Managing an Eating Disorder During Quarantine

Lucy Simpson, VP Welfare & Diversity

Amongst the many new challenges to life under quarantine/lockdown, food shortages, being stuck indoors, and changes to our routines, it can be exceptionally difficult to manage an eating disorder.

Fortunately, there are ways in which we can work towards managing mental health, even when everything else may seem uncertain or difficult. BEAT has come up with a great FAQ for managing during the pandemic. They have also developed an online chatroom, The Sanctuary, for people to share their concerns and anxieties about coronavirus. It is described as a safe space for people with an eating disorder to share concerns and advice on how they are coping with the pandemic. 

There are some key actions which can help us manage this difficult time and I’ve tried to outline some below (please be aware that not all of these will work for everyone and keep in mind what is and isn’t unhealthy for you personally).

Lucy's Top Tips

1. Stay in contact with your treatment team (where possible)

If you have an outpatient team, therapist or other supporters then staying in touch with them is really important. They can help encourage you to continue to meet your goals, and check in to see how you are feeling. Try and stay in contact with them over the phone, video chat or even just email.

2. Utilise support apps

There are a few apps that you may find useful in creating a routine, and staying on top of your eating disorder. Recovery Record is a great app where you can log meals, create meal plans, develop coping skills and look at your own data and insights. Recovery Warriors is another good app where you can record your emotional recovery - it helps you track meals, emotions, thoughts and behaviours which are all techniques used during formal therapies such as CBT. Headspace (or other meditation apps) are also really popular for managing emotions and anxieties by helping you develop the ability to let thoughts come and go without them overly troubling you – including negative, intrusive thoughts. Mindfulness takes a bit of practice but has been shown to be effective in helping people manage stress.

3. Keep a journal

If you don’t already, or you prefer not to use apps, then keeping a journal can be an alternative way of pouring out your emotions in a safe way. The privacy means you never have to share it with anyone else and can write the things that you would never say out loud. Writing down your emotions can help to explain to yourself the way you feel (which can be very confusing a lot of the time), and can also be quite cathartic. Everyone’s journal is different, you don’t have to write in it daily or in any particular format. You could doodle, write up your dreams, or even write poems. A journal is simply a safe space to express your emotions, positive and negative.

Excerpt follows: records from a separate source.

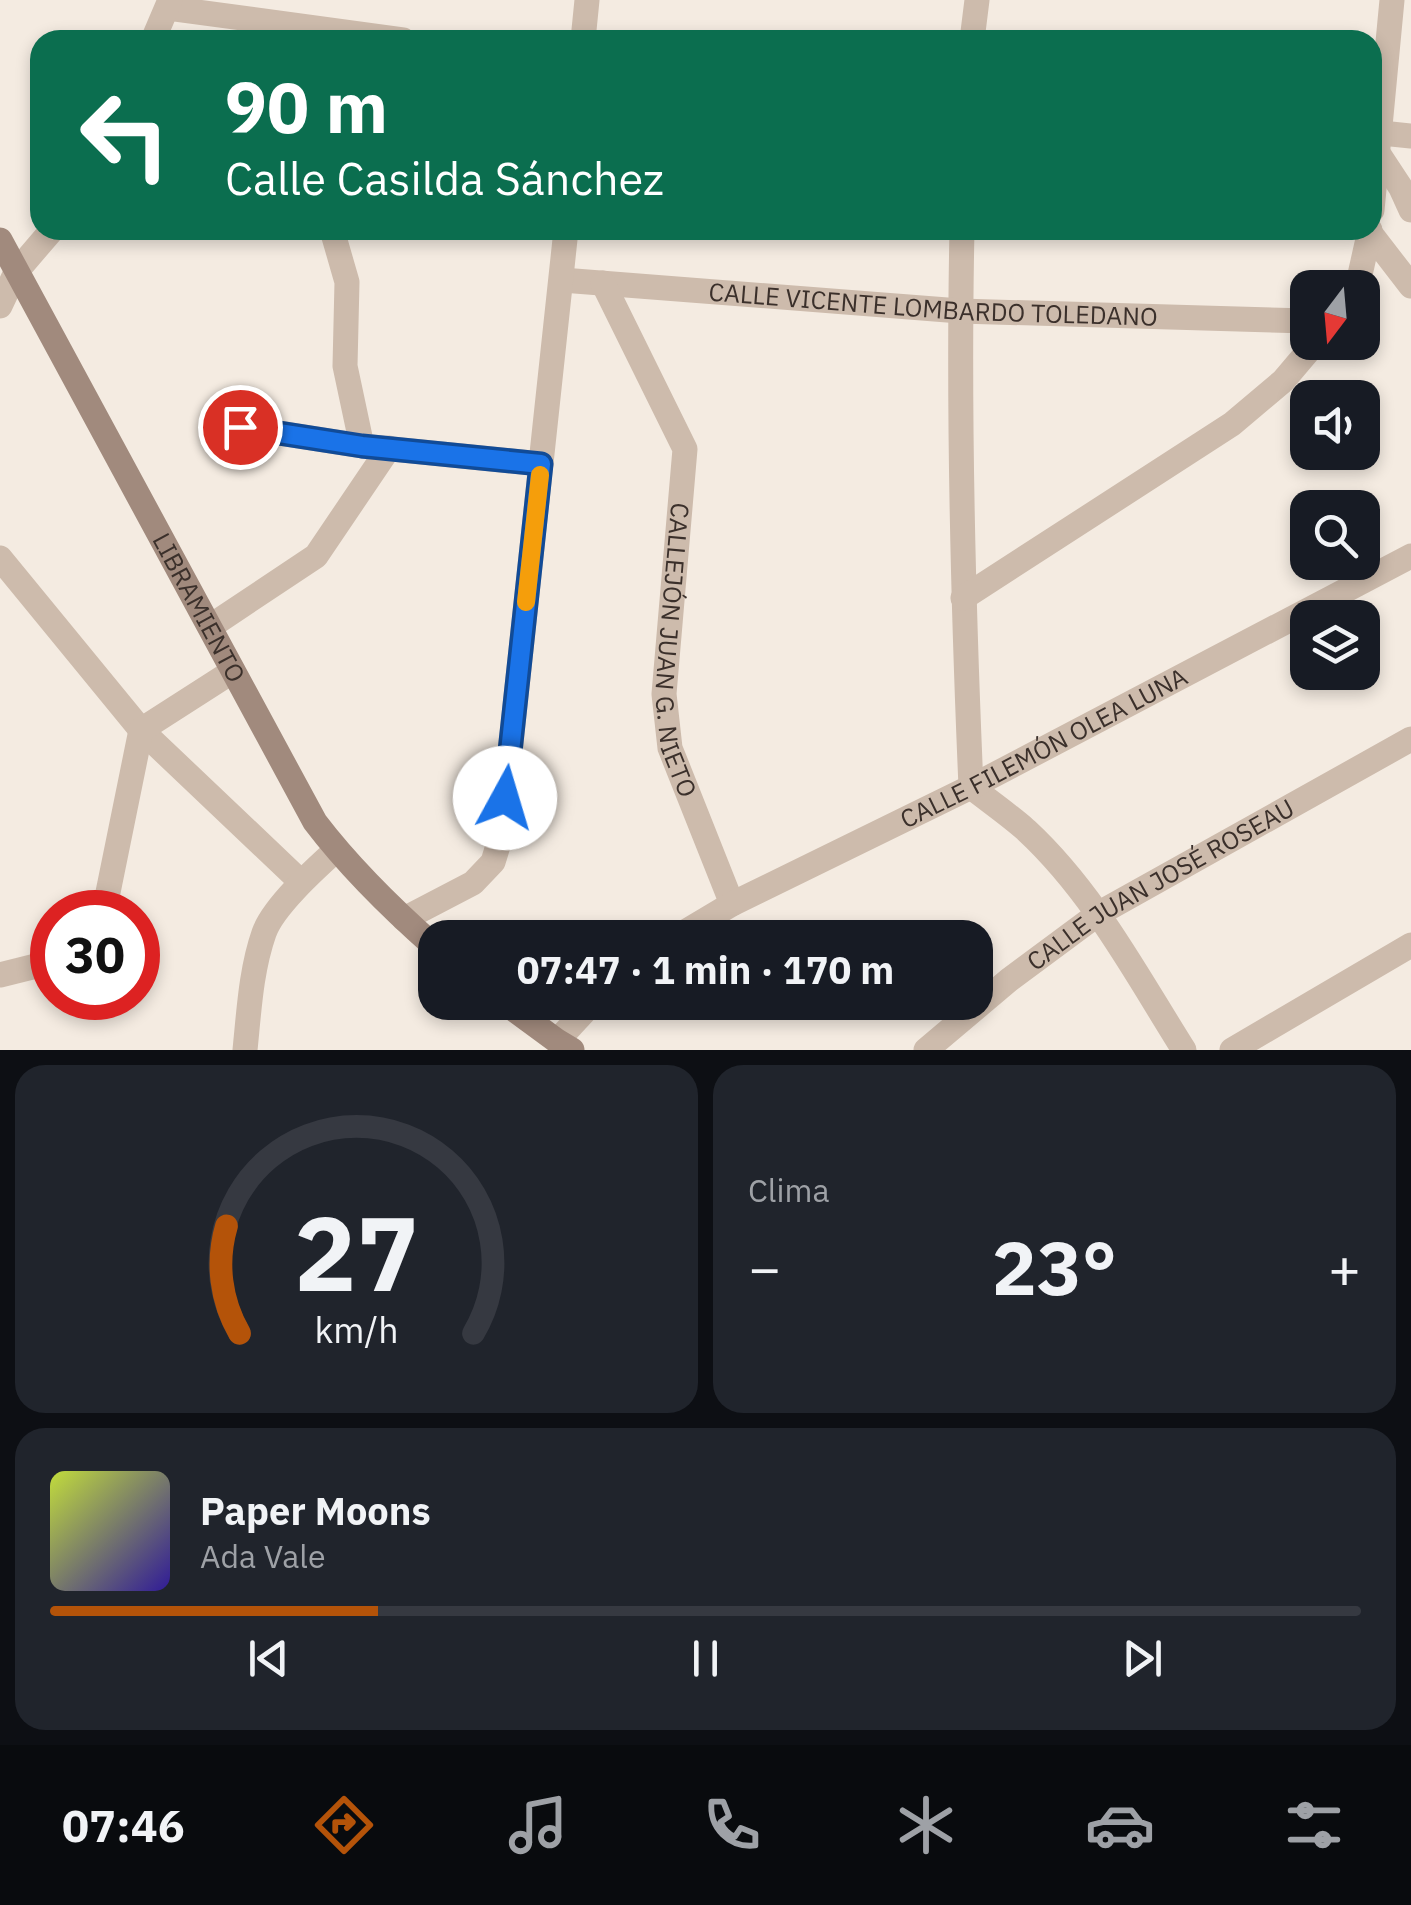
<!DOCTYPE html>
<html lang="es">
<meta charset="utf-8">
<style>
:root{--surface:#171b24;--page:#20242c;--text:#f1f3f6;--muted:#9ea1a6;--line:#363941;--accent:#b45309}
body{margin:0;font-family:"IBM Plex Sans",sans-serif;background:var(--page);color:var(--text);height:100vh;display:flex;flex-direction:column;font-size:38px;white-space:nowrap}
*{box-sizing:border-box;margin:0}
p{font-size:32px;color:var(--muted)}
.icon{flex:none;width:55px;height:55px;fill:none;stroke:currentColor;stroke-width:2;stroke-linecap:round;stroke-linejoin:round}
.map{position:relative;height:1050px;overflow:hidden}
.panel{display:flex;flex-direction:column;gap:15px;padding:15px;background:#0d0f14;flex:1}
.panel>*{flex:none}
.banner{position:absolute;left:30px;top:30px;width:1352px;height:210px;border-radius:30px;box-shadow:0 5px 15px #0003;background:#0b6e4f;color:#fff;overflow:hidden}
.needle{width:65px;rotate:196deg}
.tools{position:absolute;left:1290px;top:270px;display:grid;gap:20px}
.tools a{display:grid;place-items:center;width:90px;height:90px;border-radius:20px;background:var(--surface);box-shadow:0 5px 15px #0003;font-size:50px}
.speed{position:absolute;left:30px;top:890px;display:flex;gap:20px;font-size:50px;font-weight:700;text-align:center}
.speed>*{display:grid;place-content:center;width:130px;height:130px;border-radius:50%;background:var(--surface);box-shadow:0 5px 15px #0003;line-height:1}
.speed .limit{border:15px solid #d22;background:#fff;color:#111}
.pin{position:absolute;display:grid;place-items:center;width:85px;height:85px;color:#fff;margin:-42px;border:5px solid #fff;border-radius:50%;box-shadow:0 2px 10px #0007}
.me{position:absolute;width:110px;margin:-55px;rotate:6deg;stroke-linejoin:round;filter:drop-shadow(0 0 8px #0008)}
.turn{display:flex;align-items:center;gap:35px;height:210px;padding:0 30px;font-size:45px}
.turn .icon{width:130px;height:130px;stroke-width:2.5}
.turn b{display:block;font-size:70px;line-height:85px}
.big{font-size:75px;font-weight:800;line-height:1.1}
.panel .card{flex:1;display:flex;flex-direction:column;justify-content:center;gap:15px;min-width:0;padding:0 35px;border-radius:30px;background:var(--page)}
.panel .dial{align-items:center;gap:0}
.dial svg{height:260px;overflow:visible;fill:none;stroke:var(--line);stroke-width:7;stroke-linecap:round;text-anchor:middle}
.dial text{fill:var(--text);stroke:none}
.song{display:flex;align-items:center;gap:30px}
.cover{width:120px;height:120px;border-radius:15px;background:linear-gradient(135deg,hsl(70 70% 55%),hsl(250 70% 35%))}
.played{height:10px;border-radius:5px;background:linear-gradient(90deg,var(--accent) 25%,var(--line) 25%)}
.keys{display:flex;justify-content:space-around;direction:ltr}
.heat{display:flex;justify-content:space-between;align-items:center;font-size:55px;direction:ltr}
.panel .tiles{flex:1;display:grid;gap:15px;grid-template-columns:1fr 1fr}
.card:last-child{grid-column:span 2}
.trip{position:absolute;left:418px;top:920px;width:575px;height:100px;border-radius:30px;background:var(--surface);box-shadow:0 5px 15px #0003;font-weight:800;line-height:100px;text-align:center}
.tabs{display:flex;height:160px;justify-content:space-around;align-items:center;background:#090b0e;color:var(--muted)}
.tabs .icon{width:70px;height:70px}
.tabs .selected{color:var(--accent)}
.tabs b{font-size:45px;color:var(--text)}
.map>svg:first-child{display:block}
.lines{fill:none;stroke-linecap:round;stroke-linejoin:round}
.street{stroke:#cdbbac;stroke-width:25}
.secondary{stroke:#a18a7d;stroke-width:25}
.route-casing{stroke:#114b97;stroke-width:25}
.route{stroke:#1a73e8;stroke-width:18}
.slow{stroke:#f59e0b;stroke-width:18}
.labels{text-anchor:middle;stroke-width:8;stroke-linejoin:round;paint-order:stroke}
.street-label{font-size:25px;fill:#3b302b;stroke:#fbf5ee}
</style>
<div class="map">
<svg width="1411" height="1050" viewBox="0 0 1411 1050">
<rect width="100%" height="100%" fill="#f4ebe1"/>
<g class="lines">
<g class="street">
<path d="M 168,8 L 403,40"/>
<path d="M 153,40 L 170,0"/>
<path d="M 583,40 L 587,0"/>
<path d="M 972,40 L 977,0"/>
<path d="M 1372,132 L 1411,136"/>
<path d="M 1378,153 L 1401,188 L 1411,210"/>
<path d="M 1372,210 L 1392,0"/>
<path d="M 332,230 L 347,282 L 345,366 L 362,446"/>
<path d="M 962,230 C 958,416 963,602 971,787 C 989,801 1009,815 1026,830 C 1093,892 1136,974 1184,1050"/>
<path d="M 1370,233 L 1411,286"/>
<path id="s1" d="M 562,280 L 960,311 L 1308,321"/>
<path id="s2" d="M 603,283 L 685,449 L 664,694 L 670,748 L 732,904"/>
<path d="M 1357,288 L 1370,230"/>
<path d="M 0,306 L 16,272 L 52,230"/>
<path d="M 240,427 L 362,446 L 541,464"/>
<path d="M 0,558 L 141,730 L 301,882"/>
<path d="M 963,598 L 1232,424 L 1283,381 L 1316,342"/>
<path d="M 211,626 L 316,556 L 389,448"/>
<path d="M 104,912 L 141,730 L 233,671"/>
<path d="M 404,919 L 473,883 L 493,862 L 501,836 L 566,230"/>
<path id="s3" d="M 675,938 L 732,904 L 971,787 L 1411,556"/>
<path d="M 0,975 L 52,962"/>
<path d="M 557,1041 L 593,1002"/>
<path d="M 245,1050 C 249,1011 251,970 264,933 C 273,907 315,869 336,850"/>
<path id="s4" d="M 926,1050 L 1009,980 L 1098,914 L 1411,739"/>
<path d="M 1232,1050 L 1411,945"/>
</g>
<g class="secondary">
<path id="s5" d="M 0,240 L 315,822 C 350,868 392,909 435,947"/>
<path d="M 504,1002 L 557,1041 L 572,1050"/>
</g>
</g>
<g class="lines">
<defs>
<path id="route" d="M 240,427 L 362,446 L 541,464 L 505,798"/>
</defs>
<use href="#route" class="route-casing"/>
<use href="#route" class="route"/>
<path class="slow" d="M 526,602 L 540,475"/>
</g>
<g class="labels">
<g class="street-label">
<text dy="9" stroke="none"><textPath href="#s1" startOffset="372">CALLE VICENTE LOMBARDO TOLEDANO</textPath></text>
<text dy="9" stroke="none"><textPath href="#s5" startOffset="418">LIBRAMIENTO</textPath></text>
<text dy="9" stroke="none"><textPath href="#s2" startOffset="388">CALLEJÓN JUAN G. NIETO</textPath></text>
<text dy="9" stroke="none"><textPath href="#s3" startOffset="415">CALLE FILEMÓN OLEA LUNA</textPath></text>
<text dy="9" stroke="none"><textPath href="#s4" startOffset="288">CALLE JUAN JOSÉ ROSEAU</textPath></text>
</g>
</g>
</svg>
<div class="tools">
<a><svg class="needle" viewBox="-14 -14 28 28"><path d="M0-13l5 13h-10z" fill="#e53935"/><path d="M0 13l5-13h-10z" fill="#9ea1a6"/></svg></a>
<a><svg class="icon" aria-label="sound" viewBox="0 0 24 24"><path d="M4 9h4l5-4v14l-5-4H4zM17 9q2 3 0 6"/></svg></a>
<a><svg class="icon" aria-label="search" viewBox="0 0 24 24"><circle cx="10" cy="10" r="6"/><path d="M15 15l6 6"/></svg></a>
<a><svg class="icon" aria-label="layers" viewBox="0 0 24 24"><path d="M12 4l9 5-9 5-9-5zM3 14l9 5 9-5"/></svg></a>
</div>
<div class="speed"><div class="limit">30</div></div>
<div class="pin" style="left:240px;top:427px;background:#d93025"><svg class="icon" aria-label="arrive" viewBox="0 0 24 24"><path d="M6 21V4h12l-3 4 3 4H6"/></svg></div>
<svg class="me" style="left:505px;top:798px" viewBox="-20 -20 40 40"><circle r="19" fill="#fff"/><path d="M0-13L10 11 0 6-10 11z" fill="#1a73e8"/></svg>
<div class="trip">07:47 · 1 min · 170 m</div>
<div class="banner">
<div class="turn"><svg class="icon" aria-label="left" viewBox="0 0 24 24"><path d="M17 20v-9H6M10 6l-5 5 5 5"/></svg><div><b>90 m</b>Calle Casilda Sánchez</div></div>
</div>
</div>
<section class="panel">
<div class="tiles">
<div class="card dial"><svg viewBox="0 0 100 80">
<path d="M14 69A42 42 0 1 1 86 69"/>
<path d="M14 69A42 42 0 0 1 10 36" stroke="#b45309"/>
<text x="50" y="56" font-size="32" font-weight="700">27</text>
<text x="50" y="72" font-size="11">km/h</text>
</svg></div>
<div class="card"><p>Clima</p>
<div class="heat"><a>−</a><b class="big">23°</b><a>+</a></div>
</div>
<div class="card">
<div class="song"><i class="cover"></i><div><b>Paper Moons</b><p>Ada Vale</p></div></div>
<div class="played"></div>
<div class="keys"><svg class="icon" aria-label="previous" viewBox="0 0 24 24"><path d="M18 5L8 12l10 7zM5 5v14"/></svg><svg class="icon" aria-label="pause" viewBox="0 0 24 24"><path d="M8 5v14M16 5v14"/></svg><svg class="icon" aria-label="next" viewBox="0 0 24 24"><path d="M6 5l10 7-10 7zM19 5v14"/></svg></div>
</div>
</div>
</section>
<nav class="tabs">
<b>07:46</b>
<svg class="icon selected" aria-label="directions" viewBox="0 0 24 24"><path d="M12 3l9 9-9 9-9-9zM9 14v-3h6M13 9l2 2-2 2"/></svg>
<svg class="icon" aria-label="music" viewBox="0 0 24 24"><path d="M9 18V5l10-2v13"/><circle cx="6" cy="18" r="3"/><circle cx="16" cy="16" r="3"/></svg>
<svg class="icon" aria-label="phone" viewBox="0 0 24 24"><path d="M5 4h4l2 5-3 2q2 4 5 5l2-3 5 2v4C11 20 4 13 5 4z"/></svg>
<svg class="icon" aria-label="climate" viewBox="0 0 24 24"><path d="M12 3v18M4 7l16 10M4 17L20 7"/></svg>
<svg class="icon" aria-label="car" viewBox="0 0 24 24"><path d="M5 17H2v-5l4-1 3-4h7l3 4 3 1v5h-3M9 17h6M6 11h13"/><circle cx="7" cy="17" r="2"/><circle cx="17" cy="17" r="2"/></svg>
<svg class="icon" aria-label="filters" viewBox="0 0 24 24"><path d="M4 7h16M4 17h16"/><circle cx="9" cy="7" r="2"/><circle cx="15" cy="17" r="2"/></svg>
</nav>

4. Try and develop a new food routine

If you find it difficult to stick to your eating habits now that we are in lockdown, it may be time to try something new. It might be something small, swapping pasta for rice, or using Quorn instead of fresh meat. Small changes are the most sustainable and easiest to do, step outside of your comfort zone a small step at a time and don’t push yourself all at once.

Also, be mindful that you don’t necessarily have to fit into your family’s routine. Maybe you struggle to eat the food that they have prepared, or you aren’t hungry at the same time? Ask to cook for yourself so you’re able to maintain control over your recovery habits. Maybe, having family around again is a good thing? You could even ask them to make sure you’re eating at regular intervals, or not binging. It’s completely up to what works for you and your relationship with your family (or housemates). If you’re isolating on your own, maybe you can ask them to check on you virtually instead?

Keeping on top of your mental health

There are lots of other ways in which you can keep on top of your mental health during this difficult period. BEAT has some really amazing resources available online - you can get tips from other people who struggle with disordered eating, and find an online community of people who really understand what it is you’re going through and can help you, just as you can help support them. An important thing I need to remind you of is that you are not alone.

Most importantly, remember that NHS mental health services are still functioning, albeit often in a new way. If you need emergency care, you can absolutely ask for support. If you need to speak to a GP, they are still there for you, and talking therapies are also continuing to work. Whilst lots of places are no longer physically open, critical support is still open for you to access.

Times are difficult for us all right now, especially for those with underlying physical and mental health conditions. It’s all too easy to lose hope or give up, and there will inevitably be ups and downs. We will get through this together, finding strength in one another and knowing that fighting a mental health condition does not make us weak; it makes us warriors, strong enough to keep going and to fight another day.